CRASAR was established in 2001 to foster unmanned systems being effectively used by formal emergency management agencies through voluntary national and international activities that deploy, promote, train, document, analyze, and disseminate scientific knowledge. In 2017, CRASAR became is a nonprofit corporation.

The activities in which we engage in include, but are not limited to,
  • deploying, upon request of incident command staff, regional volunteer teams who are vetted and trained on the unique attributes of unmanned systems for disasters, even if the requesting agency cannot guarantee reimbursement and having the unmanned systems in use within 12 hours of the event. CRASAR has participated in 27 of the over 50 documented deployments of disaster robots throughout the world and have formally analyzed dozens of others, providing a comprehensive archive of rescue robots in practice.  Our industry partners and funding agencies make a wide range of small land, sea, and air robots available for use by responders at no charge through the Roboticists Without Borders program.
  • providing “just in time” training and consultation for emergency professionals to enable them to effectively use the resources they have available;  Please see our one-page guides below.
  • conducting field studies and translative research and development in unmanned systems for the prevention, preparedness, response, and recovery from critical incidents;  CRASAR members have been world leaders in documenting the use of unmanned systems for disasters and identifying gaps and research opportunities. See Disaster Robotics (MIT Press, 2014 in hardcopy or kindle) or the chapter on Rescue Robotics in the Springer Handbook of Robotics.  Our human-robot crew organization and protocols developed first for UGVs, where studies show a 9 times increase in team performance, and then extended for small UAVs during our flights at Hurricane Katrina has been adopted by Italian and German UAV response teams and was used by the Westinghouse team for the use of the Honeywell T-Hawk at the Fukushima nuclear accident.

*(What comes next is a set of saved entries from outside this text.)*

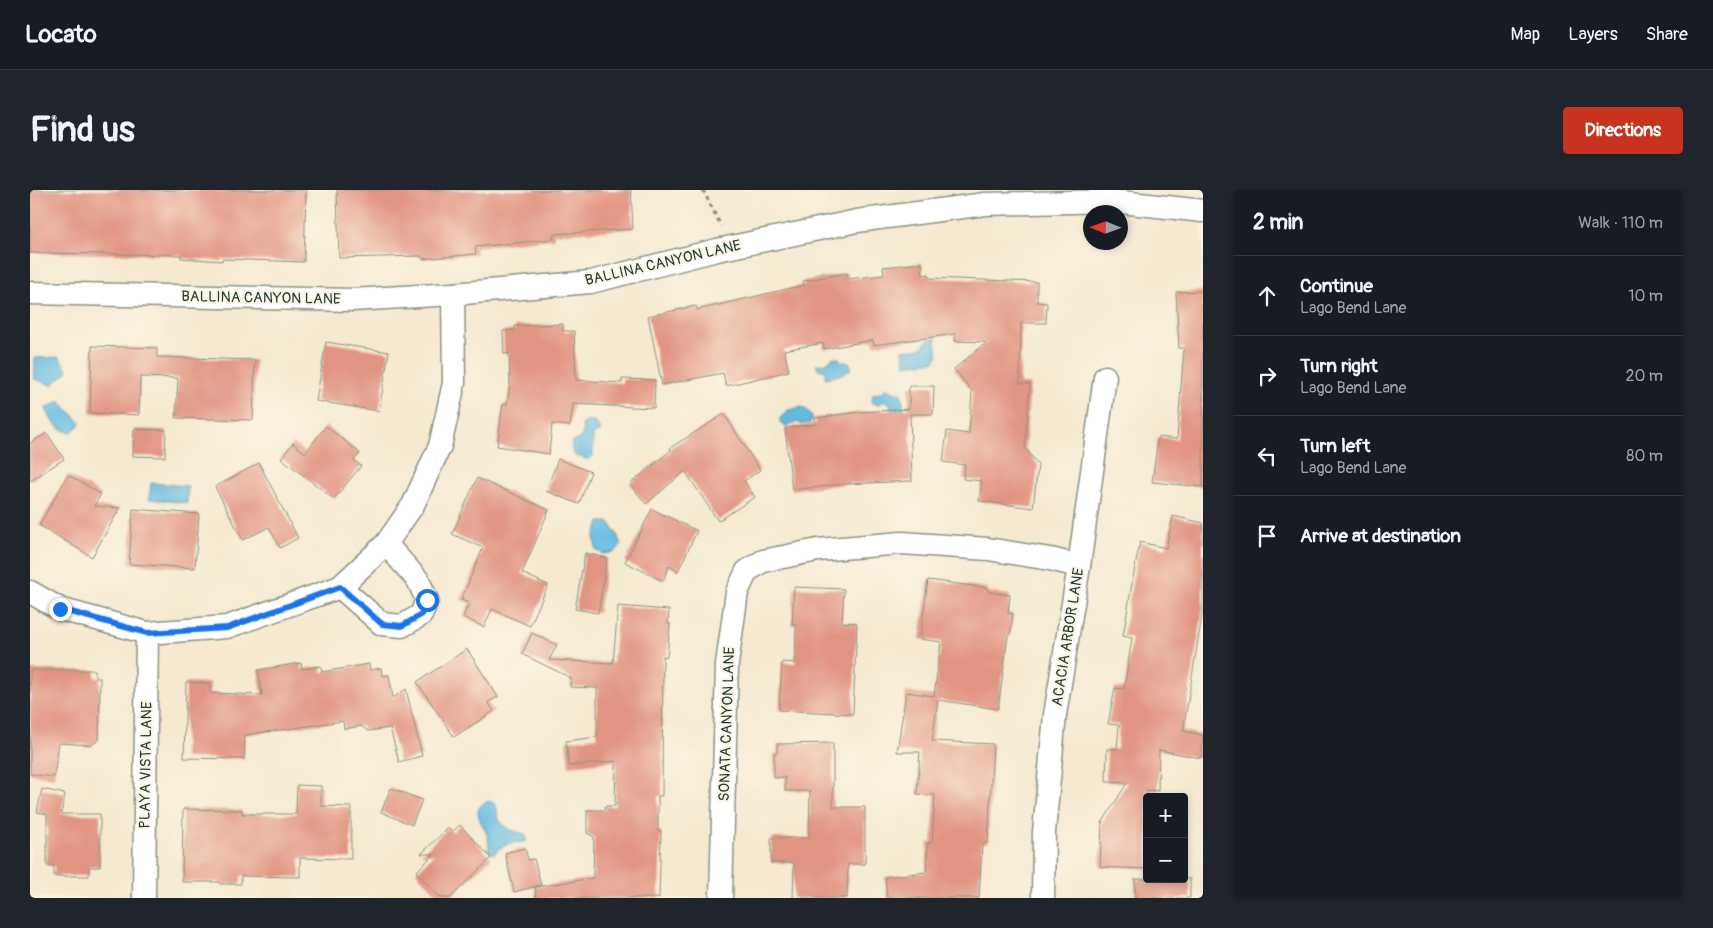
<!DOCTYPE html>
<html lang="en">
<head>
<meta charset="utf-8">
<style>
  body { margin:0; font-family:Pangolin,sans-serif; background:#20242c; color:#f1f3f6 }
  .controls { position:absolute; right:15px; bottom:15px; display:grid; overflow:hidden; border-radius:5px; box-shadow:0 2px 8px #0003 }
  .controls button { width:45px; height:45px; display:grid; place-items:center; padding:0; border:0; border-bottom:1px solid #363941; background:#171b24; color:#f1f3f6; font:25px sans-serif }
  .compass { position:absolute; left:1053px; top:15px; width:45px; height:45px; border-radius:50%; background:#171b24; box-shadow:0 2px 8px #0003; rotate:271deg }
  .stop { position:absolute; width:15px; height:15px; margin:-11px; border:4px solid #1a73e8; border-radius:50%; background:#fff }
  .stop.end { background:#1a73e8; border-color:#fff; box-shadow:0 1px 5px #0008 }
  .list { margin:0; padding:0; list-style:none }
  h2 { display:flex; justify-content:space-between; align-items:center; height:65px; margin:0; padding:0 20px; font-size:21px }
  h2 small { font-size:16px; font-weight:400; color:#9ea1a6 }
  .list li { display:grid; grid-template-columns:32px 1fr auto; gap:15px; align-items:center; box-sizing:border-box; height:80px; padding:0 20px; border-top:1px solid #363941 }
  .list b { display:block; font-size:19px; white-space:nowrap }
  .list p { margin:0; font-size:16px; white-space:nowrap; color:#9ea1a6 }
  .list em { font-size:16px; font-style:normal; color:#9ea1a6 }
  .icon { flex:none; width:28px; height:28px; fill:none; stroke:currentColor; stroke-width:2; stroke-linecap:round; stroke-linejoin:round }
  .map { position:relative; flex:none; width:1173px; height:708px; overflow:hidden; border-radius:5px }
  header { display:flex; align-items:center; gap:30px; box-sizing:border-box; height:70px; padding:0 25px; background:#171b24; border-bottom:1px solid #363941 }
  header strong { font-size:24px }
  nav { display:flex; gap:28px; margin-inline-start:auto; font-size:18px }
  .intro { display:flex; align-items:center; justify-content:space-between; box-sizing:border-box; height:120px; padding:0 30px }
  h1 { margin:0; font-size:35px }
  .button { padding:12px 22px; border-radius:5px; background:#c8321e; color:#fff; font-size:18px; font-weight:700 }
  main { display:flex; gap:30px; padding:0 30px }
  aside { flex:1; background:#171b24; border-radius:5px; box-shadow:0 2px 8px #0003 }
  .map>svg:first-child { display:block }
</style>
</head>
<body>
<header>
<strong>Locato</strong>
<nav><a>Map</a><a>Layers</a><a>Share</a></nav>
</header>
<div class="intro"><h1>Find us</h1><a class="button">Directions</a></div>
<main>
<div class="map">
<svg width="1173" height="708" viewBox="0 0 1173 708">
  <rect width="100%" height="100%" fill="#fcf5e5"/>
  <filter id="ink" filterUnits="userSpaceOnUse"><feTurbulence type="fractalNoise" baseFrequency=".02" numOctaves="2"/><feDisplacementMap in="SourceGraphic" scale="10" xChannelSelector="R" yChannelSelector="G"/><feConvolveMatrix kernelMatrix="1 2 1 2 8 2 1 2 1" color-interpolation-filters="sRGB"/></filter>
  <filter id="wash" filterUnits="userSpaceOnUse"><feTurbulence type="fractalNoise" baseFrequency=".0096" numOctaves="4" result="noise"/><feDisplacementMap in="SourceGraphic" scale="20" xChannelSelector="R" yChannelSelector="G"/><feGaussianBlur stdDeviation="1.12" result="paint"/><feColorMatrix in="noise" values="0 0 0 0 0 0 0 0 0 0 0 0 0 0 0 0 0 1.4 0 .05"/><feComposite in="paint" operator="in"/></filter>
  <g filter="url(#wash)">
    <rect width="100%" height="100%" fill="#f5e9d0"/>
    <g fill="#64bae1" stroke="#427c8a">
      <path d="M906 148 908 167 905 171 875 175 873 160 892 158C896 151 898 149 906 148Z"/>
      <path d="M29 167 38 181 22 195 4 189 5 168Z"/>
      <path d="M803 167 809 168 813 172H819L821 176V179C818 183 800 188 795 188V181L788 179 786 175 796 173Z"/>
      <path d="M858 198 863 202 870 203 872 206 874 222 861 221V215L855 211 847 215 842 212 843 204 851 203 855 199Z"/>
      <path d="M30 211 51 233 41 243C27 239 21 232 16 218Z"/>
      <path d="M772 217C777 219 781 223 783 229L780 233 772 234 766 232 756 236 750 233V228L758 220Z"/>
      <path d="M557 231 565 232 569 237 570 241 563 245V266L558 269H554L553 267H547C541 263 541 259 542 252L550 248 553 243 552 235Z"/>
      <path d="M121 293 158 296 157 313 119 309Z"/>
      <path d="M570 332H579L586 342 591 355 585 362 573 364 566 360 564 347Z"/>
      <path d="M459 611C471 615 465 623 470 631 475 640 486 641 495 644L497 649 495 652 481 653 470 658 464 664 459 662C458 656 459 651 457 645 453 633 438 618 459 611Z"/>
    </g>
    <g id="blocks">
      <g fill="#e29482">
        <path d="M0 0H276L274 72 192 69V71L151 68V65L0 63Z"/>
        <path d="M307 0H601L603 39 524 44V49L445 57 446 64 392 69 391 66 309 68Z"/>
        <path d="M892 73 893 85 899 84V88L1007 92V112L1017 113 1016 133H991L990 194H1000L995 258 1008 275 1003 318 949 311 952 291 933 289 935 275 913 272 917 241 939 244 942 201 924 179 957 152 925 151V144L844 155 843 150 794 159 793 153 754 160 759 181 696 196 693 183 632 195 618 126 666 116 667 120 774 95 773 91 817 83 818 89 854 85 853 77Z"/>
        <path d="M1173 101V297L1122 292 1128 247 1147 249 1154 158H1149L1146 102Z"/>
        <path d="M533 134V141H544L546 190 592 193V189L625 190 624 218 543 214 540 236 522 234 519 264 467 256 473 214H477L480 194 479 163 474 164 473 141 485 140V136Z"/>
        <path d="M296 152 359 162 349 221 286 211Z"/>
        <path d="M62 156 127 158V167L225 170 223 230 146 228 148 188 110 187 109 225 60 223Z"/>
        <path d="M879 196H904L903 224H880L882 291 816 294 762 300 755 238 786 234 785 228 830 222 879 219Z"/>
        <path d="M694 224 730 280 714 291 725 307 688 331 655 281 616 314 600 294 641 260 640 258Z"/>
        <path d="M296 236 330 263 324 270 331 276 304 309 251 268 263 253 275 263Z"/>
        <path d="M104 239 136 240 135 267 103 266Z"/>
        <path d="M17 243 34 269 0 291V253Z"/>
        <path d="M528 269 561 282 549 314 516 301Z"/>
        <path d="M229 273 268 348 250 358 239 337 213 350 185 297Z"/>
        <path d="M38 285 71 304 64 316 90 318 62 367 9 335Z"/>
        <path d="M447 288 519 320 492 383 518 395 500 436 462 419 454 437 433 427 439 413 431 410 453 358 422 344Z"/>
        <path d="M103 319 169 324 165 378 99 374Z"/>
        <path d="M622 319 667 341 648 381 639 376 633 391 595 372Z"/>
        <path d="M1143 326 1173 333V420L1153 541 1173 545 1171 568 1129 560 1128 601 1117 600V679L1070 677 1072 633 1097 593 1076 592 1077 559H1087L1089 535 1078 534 1085 498 1094 499 1102 448 1093 446 1105 377 1110 352 1136 358Z"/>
        <path d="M555 363 577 368 568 423 545 419Z"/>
        <path d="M898 390 958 398V402L980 405 978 423 983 424 980 446 978 445 968 519 908 510 902 551 963 554 958 653H952L949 708H857L855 687 896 682 898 652 902 653 905 605 887 604 890 562H867L876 502 904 506 911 452 890 449Z"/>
        <path d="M764 397 814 399 812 432 827 433 823 524 749 520 752 472 765 473 766 435H762Z"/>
        <path d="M588 416 639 420 638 434H640L637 467 633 466 632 606H628V641H631L629 708H506L505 697 563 688 564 647 557 643V620H575V616H585L586 571 539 576 536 551 567 547V498L540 497 541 488 492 464 502 443 527 455 519 470 583 473Z"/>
        <path d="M437 459 468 507 458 512 464 521 424 547 387 492Z"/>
        <path d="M271 473 272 479 291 476 292 482 339 474 340 480 351 478 352 486 359 485 363 508 376 499 392 566 369 572 360 538 338 541 331 536 314 539 313 531 215 545 214 569 154 568 156 492 180 493V503L232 505 228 480Z"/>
        <path d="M0 480H65V488H70L69 550 61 555 29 553 24 587 0 584Z"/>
        <path d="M803 553V617H835V674H818L817 708H763L764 673H741V648H779L780 601H755V587L744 588V563H747V554Z"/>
        <path d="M267 595 291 596V616L321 617V669L270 668V687L211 686V694H190V692H152L153 619 212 620V624H266Z"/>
        <path d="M361 598 392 610 382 635 351 622Z"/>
        <path d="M12 599 35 604 31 624H70V677H59V686H24V676H17V624L7 622Z"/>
        <path d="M430 635 461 668 420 708H411L386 682 404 664H391L418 638 422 642Z"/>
        <path d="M495 658 498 670 504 669 511 695 484 702 475 663Z"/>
        <rect x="1105" y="689" width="55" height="19"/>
      </g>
    </g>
  </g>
  <g filter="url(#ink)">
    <use href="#blocks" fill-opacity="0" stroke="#8a9382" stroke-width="1"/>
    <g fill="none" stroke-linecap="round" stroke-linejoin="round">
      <defs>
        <g id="minor">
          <path d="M0 103 322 110 423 104 561 92 687 60 827 31 955 14 1082 11 1173 21"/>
          <path d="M310 397 352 434 372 436 391 425 397 410 388 390 356 354"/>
          <path d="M0 402 30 419 117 443 197 437 310 397 356 354 383 315 410 256 424 193 423 104"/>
          <path d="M114 708 117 443"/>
          <path d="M691 708 697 474 707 402 717 381 733 371 788 360 872 353 958 359 1020 369 1049 376"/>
          <path d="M1013 708 1014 642 1025 525 1049 376 1075 187"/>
        </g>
      </defs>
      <use href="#minor" stroke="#8a9382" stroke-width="25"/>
      <path stroke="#8a9382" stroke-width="3" stroke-dasharray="4 4" stroke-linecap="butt" d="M673 0 691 36"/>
      <use href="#minor" stroke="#fff" stroke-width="22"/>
    </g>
  </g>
  <g fill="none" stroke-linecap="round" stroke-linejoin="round" filter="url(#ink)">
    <path stroke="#1a73e8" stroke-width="6" d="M30 419 117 443 197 438 310 397 352 434 372 436 391 425 397 410"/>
  </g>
  <g text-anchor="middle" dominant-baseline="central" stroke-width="4.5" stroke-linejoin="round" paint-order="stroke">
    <g font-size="15" fill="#1f3d34" stroke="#fcf5e5">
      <text transform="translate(633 73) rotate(-13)">BALLINA CANYON LANE</text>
      <text transform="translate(231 108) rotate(1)">BALLINA CANYON LANE</text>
      <text transform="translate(1038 447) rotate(-81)">ACACIA ARBOR LANE</text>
      <text transform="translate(697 534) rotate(-88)">SONATA CANYON LANE</text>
      <text transform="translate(116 575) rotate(-89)">PLAYA VISTA LANE</text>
    </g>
  </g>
</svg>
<div class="controls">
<button>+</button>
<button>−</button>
</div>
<svg class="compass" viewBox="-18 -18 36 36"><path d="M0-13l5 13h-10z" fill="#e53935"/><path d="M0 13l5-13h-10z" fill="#9ea1a6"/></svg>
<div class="stop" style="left:397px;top:410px"></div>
<div class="stop end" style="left:30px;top:419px"></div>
</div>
<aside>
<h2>2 min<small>Walk · 110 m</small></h2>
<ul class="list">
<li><svg class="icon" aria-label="ahead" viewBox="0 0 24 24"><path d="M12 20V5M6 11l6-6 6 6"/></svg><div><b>Continue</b><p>Lago Bend Lane</p></div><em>10 m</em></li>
<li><svg class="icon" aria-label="right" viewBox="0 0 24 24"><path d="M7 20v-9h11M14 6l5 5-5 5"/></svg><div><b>Turn right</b><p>Lago Bend Lane</p></div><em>20 m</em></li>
<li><svg class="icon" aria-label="left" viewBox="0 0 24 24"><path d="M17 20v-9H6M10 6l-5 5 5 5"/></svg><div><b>Turn left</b><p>Lago Bend Lane</p></div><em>80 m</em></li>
<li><svg class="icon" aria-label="arrive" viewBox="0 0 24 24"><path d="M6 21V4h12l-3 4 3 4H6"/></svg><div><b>Arrive at destination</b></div></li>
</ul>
</aside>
</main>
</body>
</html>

  • collecting, archiving, curating, analyzing, and sharing data about the use of unmanned systems and related technologies. CRASAR members at Texas A&M and Florida State University currently have a NSF RAPID grant to make the small UAS datasets from flights at Hurricanes Harvey and Irma available to researchers. CRASAR helps organize and sponsor conferences such as the annual IEEE Safety Security Rescue Robotics conference and workshops such as the recent White House OSTP Workshop on Robots for Ebola.
  • training emergency management, and related, professionals in advance, either online or in person, on unmanned systems and the latest best practices. Since 2001, CRASAR has trained over 1000 responders from 7 countries and 20 states in unmanned systems, starting with a Florida workforce grant focusing on ground robots leading to a set of awareness and operator classes. CRASAR has since created small unmanned aerial systems classes focusing on best practices.